STILL BEGINNING: The 30th Annual Day With(out) Art
Esker Foundation is proud to partner with Visual AIDS for the thirtieth annual ‘Day With(out) Art’ by presenting ‘STILL BEGINNING,’ a program of seven newly commissioned videos responding to the ongoing HIV/AIDS epidemic by Shanti Avirgan, Nguyen Tan Hoang, Carl George, Viva Ruiz, Iman Shervington, Jack Waters/Victor F.M. Torres, and Derrick Woods-Morrow.
The seven short videos range in subject from anti-stigma work in New Orleans to public sex culture in Chicago, highlighting pioneering AIDS activism and staging intergenerational conversations.
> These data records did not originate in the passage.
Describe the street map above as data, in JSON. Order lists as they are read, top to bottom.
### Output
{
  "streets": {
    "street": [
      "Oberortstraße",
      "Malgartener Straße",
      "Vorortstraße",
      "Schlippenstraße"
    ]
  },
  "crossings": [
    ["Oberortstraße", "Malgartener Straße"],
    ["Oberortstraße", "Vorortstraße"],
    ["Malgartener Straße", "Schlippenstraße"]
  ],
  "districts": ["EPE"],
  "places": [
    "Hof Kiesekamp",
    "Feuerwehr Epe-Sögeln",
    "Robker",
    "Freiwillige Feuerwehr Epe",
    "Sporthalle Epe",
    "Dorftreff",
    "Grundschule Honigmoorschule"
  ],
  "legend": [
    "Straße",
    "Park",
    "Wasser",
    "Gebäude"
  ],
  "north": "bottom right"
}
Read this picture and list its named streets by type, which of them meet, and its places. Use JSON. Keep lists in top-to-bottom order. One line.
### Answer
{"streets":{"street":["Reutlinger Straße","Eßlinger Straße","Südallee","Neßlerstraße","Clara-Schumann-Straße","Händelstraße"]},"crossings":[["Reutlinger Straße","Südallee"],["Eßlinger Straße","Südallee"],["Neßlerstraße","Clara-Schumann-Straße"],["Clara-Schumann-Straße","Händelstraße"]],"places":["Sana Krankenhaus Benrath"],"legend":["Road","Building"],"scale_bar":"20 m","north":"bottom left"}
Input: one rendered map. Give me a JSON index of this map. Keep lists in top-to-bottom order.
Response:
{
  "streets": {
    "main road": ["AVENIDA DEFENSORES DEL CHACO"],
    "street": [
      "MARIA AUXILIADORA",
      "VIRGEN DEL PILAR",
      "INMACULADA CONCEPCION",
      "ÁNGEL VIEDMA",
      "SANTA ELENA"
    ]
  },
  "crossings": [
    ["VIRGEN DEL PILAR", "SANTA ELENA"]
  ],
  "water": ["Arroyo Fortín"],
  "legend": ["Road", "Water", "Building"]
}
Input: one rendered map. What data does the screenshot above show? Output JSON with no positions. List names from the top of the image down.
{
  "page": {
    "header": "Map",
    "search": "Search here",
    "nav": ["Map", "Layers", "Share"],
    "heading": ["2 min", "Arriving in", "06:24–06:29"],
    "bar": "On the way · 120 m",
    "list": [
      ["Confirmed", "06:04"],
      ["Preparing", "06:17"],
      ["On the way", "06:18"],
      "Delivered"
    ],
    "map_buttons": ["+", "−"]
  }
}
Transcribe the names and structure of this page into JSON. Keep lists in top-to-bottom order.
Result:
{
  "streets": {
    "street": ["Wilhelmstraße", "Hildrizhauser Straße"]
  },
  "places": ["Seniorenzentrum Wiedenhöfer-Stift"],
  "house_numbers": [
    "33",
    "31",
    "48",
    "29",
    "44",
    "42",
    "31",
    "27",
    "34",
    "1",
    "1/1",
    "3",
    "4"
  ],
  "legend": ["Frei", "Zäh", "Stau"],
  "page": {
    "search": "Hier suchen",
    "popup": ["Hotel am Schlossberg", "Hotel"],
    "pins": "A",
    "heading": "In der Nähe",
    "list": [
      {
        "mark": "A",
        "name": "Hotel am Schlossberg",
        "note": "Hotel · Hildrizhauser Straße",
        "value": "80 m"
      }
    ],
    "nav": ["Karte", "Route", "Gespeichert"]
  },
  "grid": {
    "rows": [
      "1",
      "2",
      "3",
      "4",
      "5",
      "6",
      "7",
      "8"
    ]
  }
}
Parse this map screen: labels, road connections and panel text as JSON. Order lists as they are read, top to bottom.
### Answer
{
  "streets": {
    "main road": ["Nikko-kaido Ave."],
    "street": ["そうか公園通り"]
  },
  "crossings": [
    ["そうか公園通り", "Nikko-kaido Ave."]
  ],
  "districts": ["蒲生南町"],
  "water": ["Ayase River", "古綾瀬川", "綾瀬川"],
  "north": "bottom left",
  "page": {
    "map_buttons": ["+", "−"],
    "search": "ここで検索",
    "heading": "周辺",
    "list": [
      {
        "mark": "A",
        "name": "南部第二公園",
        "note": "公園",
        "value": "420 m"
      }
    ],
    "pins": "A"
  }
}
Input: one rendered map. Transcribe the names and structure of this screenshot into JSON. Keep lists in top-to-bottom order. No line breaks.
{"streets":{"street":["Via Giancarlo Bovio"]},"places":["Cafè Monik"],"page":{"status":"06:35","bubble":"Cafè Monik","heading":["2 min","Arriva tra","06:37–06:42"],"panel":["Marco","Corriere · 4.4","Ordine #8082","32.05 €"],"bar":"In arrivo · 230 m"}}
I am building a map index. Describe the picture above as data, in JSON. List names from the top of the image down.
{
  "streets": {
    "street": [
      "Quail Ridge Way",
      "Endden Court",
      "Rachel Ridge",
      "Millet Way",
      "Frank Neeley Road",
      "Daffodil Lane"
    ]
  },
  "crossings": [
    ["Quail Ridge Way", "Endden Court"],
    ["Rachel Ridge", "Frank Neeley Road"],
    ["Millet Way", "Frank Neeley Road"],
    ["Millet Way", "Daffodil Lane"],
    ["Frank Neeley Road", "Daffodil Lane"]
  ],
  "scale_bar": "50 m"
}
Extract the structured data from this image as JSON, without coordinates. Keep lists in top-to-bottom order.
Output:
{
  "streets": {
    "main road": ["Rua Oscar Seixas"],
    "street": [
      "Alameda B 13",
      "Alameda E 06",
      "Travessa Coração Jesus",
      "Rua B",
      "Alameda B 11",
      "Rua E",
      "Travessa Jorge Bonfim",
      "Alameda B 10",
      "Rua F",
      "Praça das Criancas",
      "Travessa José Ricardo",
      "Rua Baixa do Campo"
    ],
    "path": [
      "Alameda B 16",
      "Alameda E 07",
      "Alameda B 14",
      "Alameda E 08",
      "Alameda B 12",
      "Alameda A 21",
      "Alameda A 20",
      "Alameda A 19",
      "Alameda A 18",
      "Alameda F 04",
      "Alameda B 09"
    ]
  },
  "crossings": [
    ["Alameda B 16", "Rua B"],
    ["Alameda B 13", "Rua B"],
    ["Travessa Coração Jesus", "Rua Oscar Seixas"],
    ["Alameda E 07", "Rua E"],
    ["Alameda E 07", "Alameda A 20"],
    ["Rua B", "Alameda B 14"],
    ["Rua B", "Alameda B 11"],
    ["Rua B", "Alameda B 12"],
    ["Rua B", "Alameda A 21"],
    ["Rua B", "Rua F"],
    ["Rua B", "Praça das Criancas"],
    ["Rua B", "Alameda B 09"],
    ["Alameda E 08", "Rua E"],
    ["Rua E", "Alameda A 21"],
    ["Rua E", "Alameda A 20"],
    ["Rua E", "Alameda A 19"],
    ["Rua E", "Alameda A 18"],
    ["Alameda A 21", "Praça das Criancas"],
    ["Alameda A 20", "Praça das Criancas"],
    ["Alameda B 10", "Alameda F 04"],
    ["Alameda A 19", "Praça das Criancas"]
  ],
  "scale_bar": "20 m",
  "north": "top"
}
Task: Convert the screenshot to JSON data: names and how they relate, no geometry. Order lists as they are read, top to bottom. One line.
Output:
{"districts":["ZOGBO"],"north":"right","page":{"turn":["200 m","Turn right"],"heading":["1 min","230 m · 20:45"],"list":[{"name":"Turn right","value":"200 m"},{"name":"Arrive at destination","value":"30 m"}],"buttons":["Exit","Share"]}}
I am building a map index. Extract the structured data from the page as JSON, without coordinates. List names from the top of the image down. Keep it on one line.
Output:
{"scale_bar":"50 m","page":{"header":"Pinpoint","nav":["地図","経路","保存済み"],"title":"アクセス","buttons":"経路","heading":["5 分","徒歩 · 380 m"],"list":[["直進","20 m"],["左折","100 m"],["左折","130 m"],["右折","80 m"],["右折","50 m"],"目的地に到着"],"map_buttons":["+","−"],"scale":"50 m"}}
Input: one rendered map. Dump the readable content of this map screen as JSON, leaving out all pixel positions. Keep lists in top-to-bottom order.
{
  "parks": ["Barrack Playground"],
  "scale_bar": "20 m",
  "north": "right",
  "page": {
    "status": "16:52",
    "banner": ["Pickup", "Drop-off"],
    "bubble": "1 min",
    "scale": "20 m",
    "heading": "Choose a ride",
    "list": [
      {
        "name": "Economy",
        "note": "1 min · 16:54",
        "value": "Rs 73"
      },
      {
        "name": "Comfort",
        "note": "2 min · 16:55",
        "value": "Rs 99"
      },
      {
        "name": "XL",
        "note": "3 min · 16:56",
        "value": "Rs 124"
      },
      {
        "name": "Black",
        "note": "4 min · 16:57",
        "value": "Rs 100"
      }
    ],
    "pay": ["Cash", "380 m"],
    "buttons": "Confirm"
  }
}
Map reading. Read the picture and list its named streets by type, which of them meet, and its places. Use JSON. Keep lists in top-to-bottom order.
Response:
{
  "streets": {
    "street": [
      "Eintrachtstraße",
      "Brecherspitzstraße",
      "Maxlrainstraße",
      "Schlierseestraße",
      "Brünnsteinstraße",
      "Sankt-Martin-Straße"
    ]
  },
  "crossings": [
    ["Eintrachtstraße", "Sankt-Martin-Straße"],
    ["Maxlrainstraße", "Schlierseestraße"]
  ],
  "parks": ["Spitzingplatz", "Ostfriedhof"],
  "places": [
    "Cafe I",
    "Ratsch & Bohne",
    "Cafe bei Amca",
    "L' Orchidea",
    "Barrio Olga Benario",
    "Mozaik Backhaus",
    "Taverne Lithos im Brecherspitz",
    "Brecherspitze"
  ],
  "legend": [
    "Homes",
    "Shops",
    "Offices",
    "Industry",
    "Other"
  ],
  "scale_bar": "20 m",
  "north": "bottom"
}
Recalling Gregg Bordowitz’s reminder that “THE AIDS CRISIS IS STILL BEGINNING,”* the video program resists narratives of resolution or conclusion, considering the continued urgency of HIV/AIDS in the contemporary moment while revisiting resonant cultural histories from the past three decades.
Visual AIDS is a New York-based non-profit that utilizes art to fight AIDS by provoking dialogue, supporting HIV+ artists, and preserving a legacy, because AIDS is not over. In 1989, Visual AIDS organized the first Day Without Art, a call to the art world for mourning and action in response to the AIDS crisis.
For Day With(out) Art’s thirtieth year, over 100 institutions worldwide will screen ‘STILL BEGINNING,’ recognizing the important and necessary work of artists, activists, and cultural workers who have responded to AIDS while emphasizing the persistent presence of the epidemic.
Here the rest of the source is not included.